The terrain started out mellow enough that neither of us wanted a rope and I decided that it would be best if the Legendary Danny carry the entire cord in a mountaineers coil around his neck. Slowly, the hours crept by and the exposure increased. We continued to climb unroped on terrain pushing seventy degrees. Conditions were perfect as we front-pointed, daggered, and swung our way up. After two thousand feet of climbing, one of Danny's water bottles got away from him and we both watched it tumble for many seconds before disappearing out of sight. A quote from Mark Twight ran through my head: "After mediocrity ... The ground." I swallowed hard. It was a subtle reminder to gravity's unerring gaze and to the consequences of a mistake.
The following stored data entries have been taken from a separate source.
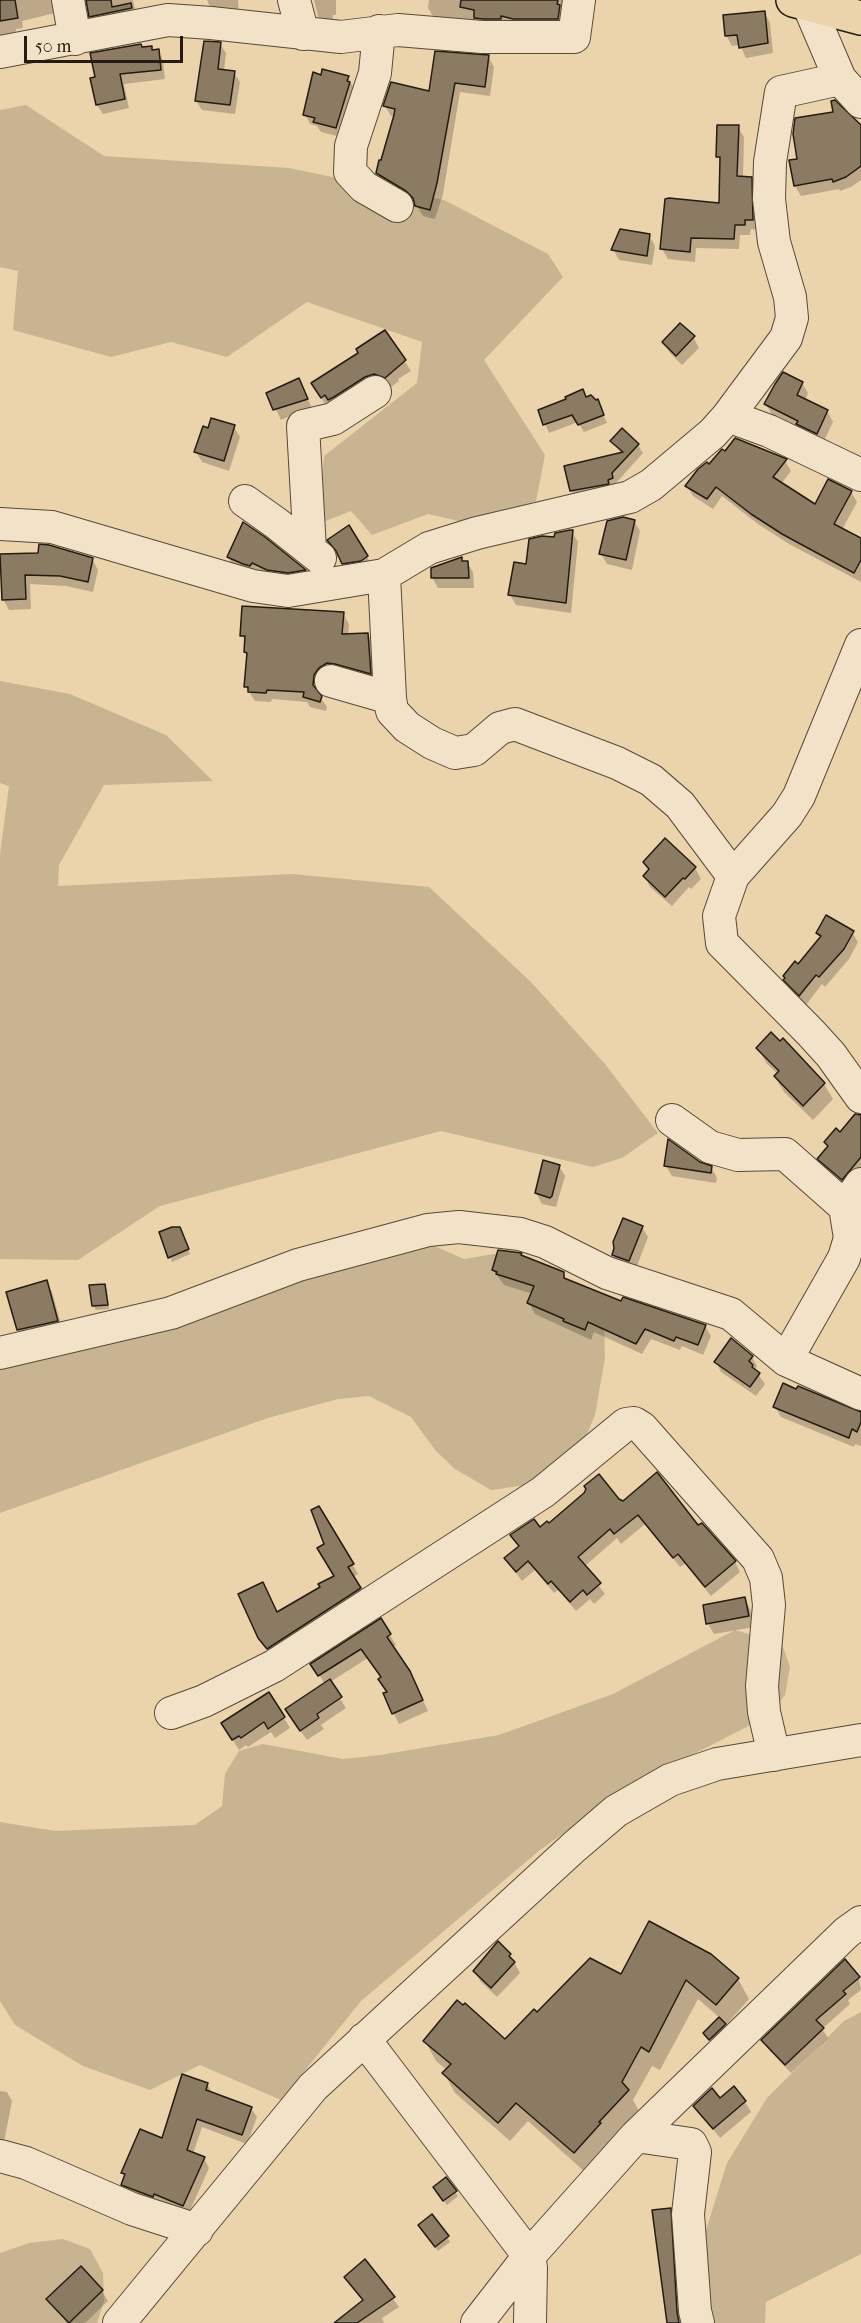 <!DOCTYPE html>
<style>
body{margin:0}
#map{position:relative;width:861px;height:2323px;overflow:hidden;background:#ebd3ab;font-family:"IM FELL French Canon",serif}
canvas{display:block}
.scale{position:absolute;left:24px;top:36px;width:159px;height:27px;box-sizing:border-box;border:3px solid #241c12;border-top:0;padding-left:8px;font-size:18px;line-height:21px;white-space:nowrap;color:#241c12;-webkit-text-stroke:4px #f2e2c8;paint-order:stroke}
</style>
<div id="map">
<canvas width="861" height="2323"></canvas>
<div class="scale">50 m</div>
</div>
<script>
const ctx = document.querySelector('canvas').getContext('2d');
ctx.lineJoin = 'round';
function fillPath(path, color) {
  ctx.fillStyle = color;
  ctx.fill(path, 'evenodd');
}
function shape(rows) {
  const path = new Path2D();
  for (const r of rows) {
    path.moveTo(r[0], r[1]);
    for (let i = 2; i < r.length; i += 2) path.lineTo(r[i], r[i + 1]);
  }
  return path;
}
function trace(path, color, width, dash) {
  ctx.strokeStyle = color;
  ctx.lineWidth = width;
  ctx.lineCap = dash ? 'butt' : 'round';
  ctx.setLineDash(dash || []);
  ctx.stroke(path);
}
fillPath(shape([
 [26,105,104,156,289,168,444,200,548,254,563,277,484,360,545,455,536,501,467,523,428,514,372,535,351,511,318,524,324,456,417,383,422,342,307,302,227,357,171,342,111,357,13,330,18,271,0,267,0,110],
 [0,681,70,694,166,735,213,781,104,785,59,865,58,886,292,874,429,887,531,982,605,1064,658,1133,622,1158,593,1167,441,1131,160,1206,78,1260,0,1259,0,854,9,786,0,783],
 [430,1244,464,1259,500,1253,604,1321,605,1358,595,1415,577,1458,540,1483,491,1490,455,1469,436,1451,411,1417,369,1396,338,1399,268,1418,0,1513,0,1367,368,1249],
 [735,1630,782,1644,790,1667,785,1695,770,1715,625,1789,540,1850,361,2001,281,2100,200,2065,150,2090,83,2066,15,2025,0,2001,0,1822,55,1831,195,1825,222,1806,225,1774,239,1751,263,1744,343,1759,380,1755,499,1735,613,1694],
 [861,2012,861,2254,766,2302,765,2323,703,2323,691,2278,727,2163,767,2098,844,2021],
 [63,2239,90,2249,103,2273,104,2301,97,2323,0,2323,0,2253,29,2243]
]), '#c9b491');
fillPath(shape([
 [0,0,59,0,55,13,22,21,23,28,16,29,16,33,0,36],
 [87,0,133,0,137,18,96,26,91,16],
 [207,0,238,0,239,17,213,14],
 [314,0,336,0,336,15,333,15,332,27,324,26,318,16],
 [429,0,570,0,564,29,434,18,428,8],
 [764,12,770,23,773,53,746,58,740,45,732,46,726,35],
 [220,44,226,53,224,71,234,73,240,82,235,114,202,110,196,101],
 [151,48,153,51,158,51,163,60,165,79,124,84,129,108,103,114,97,105,92,79,142,49],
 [488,56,494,67,490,96,460,92,443,194,435,219,423,216,414,201,383,183,377,173,382,162,395,117,391,116,385,106,431,93],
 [322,76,348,77,353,87,354,93,341,137,321,132,317,126,310,124,305,114],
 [738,127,744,137,743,178,751,178,757,189,758,230,751,229,750,235,740,235,739,249,696,248,695,262,668,259,662,249,720,205,722,164,718,157],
 [861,128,861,180,851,187,840,191,839,189,801,196,795,186,799,160],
 [649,235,655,246,652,265,619,260,613,249],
 [385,332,411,371,398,379,399,381,391,387,381,383,327,407,318,393],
 [693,337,699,348,682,365,670,353,664,342],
 [802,383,808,393,805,401,827,411,833,422,823,443,804,434,801,429,772,415,766,404],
 [304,390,312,409,299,412,281,420,268,393],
 [586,399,597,401,607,423,584,432,578,422,549,433,540,411],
 [234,427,240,437,229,471,202,462,196,452,209,430],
 [612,441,638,445,643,453,616,483,617,487,576,499,571,490,622,454],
 [785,461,791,471,781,484,816,506,851,492,857,502,842,530,861,540,861,582,789,544,758,524,722,496,713,509,693,496,687,486,709,466],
 [634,521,640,531,632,570,607,564,601,554],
 [244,524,305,571,310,580,234,567,228,557],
 [572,532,578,542,571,613,516,605,510,595,527,566,556,539],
 [329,540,367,557,373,567,349,574],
 [2,555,92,559,98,570,93,592,66,586,30,584,31,609,9,610,3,599],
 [461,558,463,562,467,562,473,572,474,588,438,588,432,577],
 [343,614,349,624,348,635,368,634,373,644,376,683,319,686,318,694,327,707,326,711,310,707,307,702,272,699,271,702,255,701,246,687,248,657,245,652,246,643,242,635],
 [665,840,695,868,701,879,691,889,689,887,672,906,650,887,645,876,650,871,645,862],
 [852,932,858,942,849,959,825,987,822,984,806,1005,791,990,785,980,821,938,818,933],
 [758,1048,824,1084,833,1099,813,1120,784,1092,775,1077,778,1074,767,1064],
 [861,1125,861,1178,848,1189,825,1169,819,1159,829,1148,825,1143],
 [699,1163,711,1167,717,1178,716,1183,672,1176,666,1166],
 [559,1166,565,1176,556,1207,542,1204,536,1193],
 [642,1227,648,1237,635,1271,619,1265,613,1255],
 [182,1233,190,1254,172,1262,170,1257],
 [522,1257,563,1273,567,1281,622,1303,705,1326,711,1336,703,1355,682,1346,680,1350,651,1339,642,1354,594,1332,591,1340,535,1314,529,1303,533,1294,504,1285,493,1270],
 [46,1282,52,1292,63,1331,25,1340,19,1330,8,1293],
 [104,1285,107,1290,109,1309,96,1310,93,1305],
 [752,1357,757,1366,755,1370,765,1384,756,1396,721,1372,716,1362],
 [775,1407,861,1412,861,1446,855,1444,854,1447,781,1417],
 [618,1501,698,1527,735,1562,740,1572,711,1596,685,1564,680,1567,645,1524,621,1544,617,1538,584,1567,605,1594,594,1604,590,1599,576,1611,558,1590,554,1593,535,1570,522,1581,506,1559,519,1547,512,1535,540,1529],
 [319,1508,358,1574,352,1578,365,1599,274,1658,260,1637,277,1613,322,1588,336,1576],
 [745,1598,750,1609,754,1627,714,1634,708,1624,704,1606],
 [390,1635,396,1645,392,1647,415,1683,428,1711,399,1724,384,1694,388,1693,382,1678,368,1658,330,1682,346,1708,321,1725,324,1729,307,1740,292,1719,325,1684,312,1664],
 [269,1694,290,1728,275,1738,271,1732,248,1747,246,1745,239,1750,229,1734],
 [510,1955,520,1973,497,1997,481,1982,475,1972],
 [621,1976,738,1979,749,1999,727,2024,721,2019,727,2030,713,2044,704,2033,720,2018,698,1999,660,2070,652,2066,633,2100,639,2111,610,2142,611,2144,585,2172,528,2121,510,2141,455,2093,444,2073,447,2070,436,2061,425,2041,505,2041,537,2014],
 [859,1978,861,1990,848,2000,850,2004,822,2029,828,2038,791,2073,769,2050,763,2040],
 [207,2084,213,2094,251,2108,257,2117,247,2144,202,2127,193,2154,204,2158,209,2168,188,2215,128,2194,123,2184,125,2177,123,2173,163,2140],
 [0,2091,7,2092,12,2101,3,2147,0,2148],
 [745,2102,751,2112,720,2138,695,2106],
 [446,2179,458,2196,447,2205,437,2192],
 [670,2210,675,2218,681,2323,668,2323],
 [423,2230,447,2237,450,2242,438,2251],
 [365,2261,399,2307,382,2318,384,2323,342,2323,364,2301,346,2277],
 [81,2268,102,2291,108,2301,85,2323,67,2323,48,2299]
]), '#0003');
const building = shape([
 [0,0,15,0,18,18,0,21,0,0],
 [86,0,111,0,112,7,131,3,132,8,89,17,86,0],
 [461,0,558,0,557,4,560,5,558,19,513,19,501,16,501,19,483,19,474,18,474,10,460,7,461,0],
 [765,11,768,43,739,48,737,35,725,36,723,15,765,11],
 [204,41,221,42,218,69,235,71,230,105,195,101,204,41],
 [141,44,142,47,152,46,152,50,159,49,161,70,120,74,125,99,96,105,90,78,95,77,90,53,141,44],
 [435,51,489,55,485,87,455,83,437,183,430,210,415,206,413,198,406,191,376,173,379,160,381,160,394,115,395,109,383,106,391,82,429,91,435,51],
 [322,69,349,76,347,81,350,82,336,128,313,122,315,118,303,115,313,72,321,75,322,69],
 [835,100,861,125,861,166,846,177,833,182,832,179,794,186,789,160,797,159,793,134,795,118,833,112,831,101,835,100],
 [717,125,739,125,737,176,752,177,753,220,745,220,745,225,735,225,734,239,691,238,690,252,660,249,665,199,669,198,719,203,720,157,716,157,717,125],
 [620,229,650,234,647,256,611,250,620,229],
 [680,323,695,336,676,356,662,342,680,323],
 [385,330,406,360,385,378,374,374,365,377,334,397,328,400,325,395,321,398,311,383,358,353,356,349,385,330],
 [783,372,803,382,797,395,828,410,817,434,796,424,798,421,764,404,775,384,783,372],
 [299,378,308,399,273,410,266,393,299,378],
 [583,389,586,397,591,395,596,400,598,399,604,415,578,425,572,415,543,425,538,410,566,399,565,397,583,389],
 [211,418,235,425,224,461,194,452,203,426,208,428,211,418],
 [622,428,639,444,612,473,613,478,608,480,609,484,570,491,564,466,623,452,610,441,622,428],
 [735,438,787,459,773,477,815,504,828,479,852,491,834,524,861,538,861,560,854,573,782,534,751,514,716,487,707,499,685,486,698,469,707,462,709,464,722,449,725,451,735,438],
 [623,517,635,520,626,560,599,554,607,521,623,517],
 [243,522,265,537,306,570,288,573,267,570,252,563,250,566,243,564,227,557,243,522],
 [349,525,368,556,361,561,342,564,336,551,327,540,349,525],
 [570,530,573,530,566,603,508,595,514,562,526,564,529,539,542,536,554,537,555,533,570,530],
 [39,544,49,545,93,558,88,582,60,576,25,575,26,599,2,600,0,554,38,553,39,544],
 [462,557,462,561,468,561,469,578,431,578,431,568,462,557],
 [242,606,344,612,342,634,368,633,371,674,335,664,327,663,319,668,314,675,313,685,322,696,320,702,303,697,304,692,267,690,266,693,248,692,248,687,244,687,247,653,244,652,245,636,240,636,242,606],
 [665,838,696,867,685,879,683,878,665,897,643,876,649,869,643,862,665,838],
 [826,915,854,931,844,949,819,977,816,975,799,996,783,980,785,978,783,976,795,961,798,964,821,936,816,933,826,915],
 [771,1032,780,1041,783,1038,825,1083,803,1106,774,1076,779,1071,756,1048,771,1032],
 [855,1114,861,1115,861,1157,842,1180,817,1159,828,1146,824,1142,836,1128,840,1132,855,1114],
 [668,1139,700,1162,712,1166,711,1173,664,1166,668,1139],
 [543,1160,560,1165,552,1196,550,1198,535,1193,543,1160],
 [623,1218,643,1226,629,1261,612,1255,614,1248,613,1242,623,1218],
 [172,1227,180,1227,189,1249,168,1258,159,1232,172,1227],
 [498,1250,522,1253,521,1255,564,1272,564,1278,621,1301,623,1297,706,1325,698,1345,676,1337,674,1341,645,1329,636,1344,588,1322,585,1330,563,1321,564,1319,527,1303,534,1286,496,1274,497,1272,492,1270,498,1250],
 [47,1280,58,1321,17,1330,6,1292,47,1280],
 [105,1284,108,1305,92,1306,89,1285,105,1284],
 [731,1338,753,1356,749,1361,753,1365,752,1367,760,1373,750,1387,714,1362,731,1338],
 [783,1383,796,1389,798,1386,861,1412,861,1422,857,1432,852,1429,849,1438,773,1407,783,1383],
 [657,1472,698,1525,702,1523,736,1561,705,1587,678,1554,673,1558,638,1515,614,1534,610,1529,578,1557,601,1583,587,1595,583,1590,570,1602,551,1581,548,1584,528,1561,516,1572,504,1558,519,1546,510,1535,534,1519,540,1527,547,1521,549,1523,584,1493,586,1489,584,1486,599,1474,619,1499,623,1501,657,1472],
 [319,1506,354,1564,348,1567,361,1588,267,1649,258,1638,238,1594,263,1582,277,1612,320,1587,318,1584,334,1576,317,1548,324,1544,311,1510,319,1506],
 [745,1597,749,1616,706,1624,703,1605,745,1597],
 [381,1618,391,1634,387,1637,410,1671,423,1700,392,1714,383,1693,387,1692,378,1679,381,1677,361,1649,318,1676,310,1664,381,1618],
 [330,1679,342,1697,317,1714,319,1718,300,1731,285,1709,330,1679],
 [269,1692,285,1717,268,1729,264,1722,241,1738,239,1736,232,1740,221,1723,269,1692],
 [649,1921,711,1954,739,1978,716,2005,686,1980,649,2052,641,2047,622,2082,629,2090,599,2122,601,2123,574,2153,516,2103,498,2123,442,2073,451,2064,423,2041,457,2000,463,2005,465,2003,505,2039,534,2009,537,2012,590,1958,621,1974,649,1921],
 [498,1941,511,1954,509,1956,515,1962,491,1988,473,1971,498,1941],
 [845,1959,860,1977,843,1991,846,1994,816,2020,824,2028,785,2065,761,2040,845,1959],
 [719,2017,726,2024,709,2040,703,2033,719,2017],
 [182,2074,208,2083,206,2090,252,2107,242,2135,197,2119,187,2150,205,2157,183,2206,154,2194,153,2197,121,2185,125,2174,121,2173,140,2129,162,2138,182,2074],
 [734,2086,746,2101,713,2129,693,2106,712,2088,720,2098,734,2086],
 [446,2177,457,2191,443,2201,433,2187,446,2177],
 [671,2208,677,2312,679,2323,667,2323,652,2210,671,2208],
 [432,2214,449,2236,435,2247,418,2225,432,2214],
 [365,2259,395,2297,357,2323,334,2323,363,2300,344,2277,365,2259],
 [81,2266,103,2290,69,2323,46,2299,81,2266]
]);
fillPath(building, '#8b7b62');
trace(building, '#241c12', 1.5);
const minor = shape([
 [68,0,75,39],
 [294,0,303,34],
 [808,4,840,79,861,102],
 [379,31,375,73,351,146,350,172,364,187,397,206],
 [0,52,168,20,211,23,341,37,398,30,482,37,574,37,579,0],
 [728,416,769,431,861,475],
 [245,501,276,523,320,558],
 [0,524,52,527,253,586,288,591,384,575,429,548,477,533,630,497,651,485,713,433,728,416,786,338,792,318,790,297,774,242,769,199,770,162,781,92,840,79],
 [310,550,303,426,333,419,375,392],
 [384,575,390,698,392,711,407,727,432,743,455,753,474,750,500,728,515,724,617,763,651,780,680,805,733,876],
 [861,645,799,796,787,815,733,876,719,916,722,943,811,1033,831,1055,861,1097],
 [331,681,390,698],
 [672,1120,710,1147,738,1155,785,1154,845,1207,850,1238,844,1258,786,1360],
 [845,1207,861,1184],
 [0,1353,171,1313,298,1265,428,1230,459,1227,520,1234,545,1242,607,1273,731,1314,786,1360,861,1394],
 [171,1713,204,1701,274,1666,543,1492,626,1424,634,1423,642,1428,758,1559,766,1578,769,1605,762,1686,764,1712,774,1755],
 [364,2039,529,2256,636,2136,847,1932,861,1922],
 [636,2136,691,2144,695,2152,688,2214,695,2311,698,2323],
 [0,2156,26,2163,132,2209,197,2230],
 [529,2256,531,2268,530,2323],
 [119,2323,313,2087,574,1847,616,1811,670,1780,717,1764,861,1740],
 [477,2323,529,2256]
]);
const major = shape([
 [793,0,861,18]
]);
trace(minor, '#564a38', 34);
trace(major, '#241c12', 36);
trace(minor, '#f2e2c8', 32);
trace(major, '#ebd3ab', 33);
</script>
Just then, as if on cue, the perfect névé that had been assisting our slow progress disappeared, and we were knee-deep in unconsolidated muck. Danny hand-placed two pickets, equalized them, clipped in, and shrugged. He uncoiled the rope and passed an end to me. "Hey, Andres," he said, "don't fall." I tied in and started up. Without going into too much detail, all I'm going to say is that the following pitch sobered me up fast. It took at least one hour to go one hundred feet and I would've been better off climbing the pitch with a shovel. Had I fallen or slipped at any point during the lead, Danny's pickets would've come out as though they weren't even there, and the next team to climb the face would've found us in a final, frozen dance of bloodied limbs and rope, two-thousand feet down, on the flat glacier below.

Once out of the muck and back on firm snow, we untied and continued on steep, exposed terrain. I desperately wanted to take photos of Danny glowing in the sun, soloing below me, and loving life with twenty-five hundred feet of air below his feet. But my gloves and fingers were frozen after battling with the deep snow, and I couldn't find the strength or the will to operate my camera. We plodded on to the summit cornice and set another fictional belay. Once again, Danny clipped in to the anchor and I tied in to the rope. I traversed right from our stance and burrowed my way under and around the cornice until there was no longer any snow or cornice or mountain above my head. Bafff! The Summit!

We lingered on top for a few minutes, watching the Cordillera Real turn from gold to red in the setting sun ... reminding us in that fading instant why we'd come. It was 5pm. The mountain was empty. Illimani, Mururata, and the entire altiplano were ablaze in light while Huayna cast a huge, conical shadow for miles. We shed the rope for the last time that day and packed it away. It was time to go down. Tired but refueled, we were eager for another endless night in La Paz and ready for the next Brilliant Plan.

Danny half-way up the west face of huayana potosi

Editor's note: Andrew and Danny's 21-hour itinerary sorts out as follows:

Depart La Paz: 3:00 am
Arrive trailhead: 4:30 am
Reach base of route: 9:00 am
Reach summit: 5:00 pm
Reach Zongo Pass: 6:30 pm
Mini-mini bus arrives: 9:30pm
Reach La Paz: 11:00pm
Dinner and drinks served: midnight


About the author: Andrew Wexler has been guiding for AAI for over 8 years in Canada, Ecuador, Bolivia, Peru, and Argentina. Aside from time spent writing seriously funny stories about seriously hard mountain climbs, Andrew equally enjoys ice and rock climbing, and he has done numerous big wall routes in Yosemite, Colorado, the Cascades, Patagonia, and the Bugaboos. He is also a keen skier and has spent many days gliding throughout the Canadian and Alaskan backcountry, including several major ski traverses.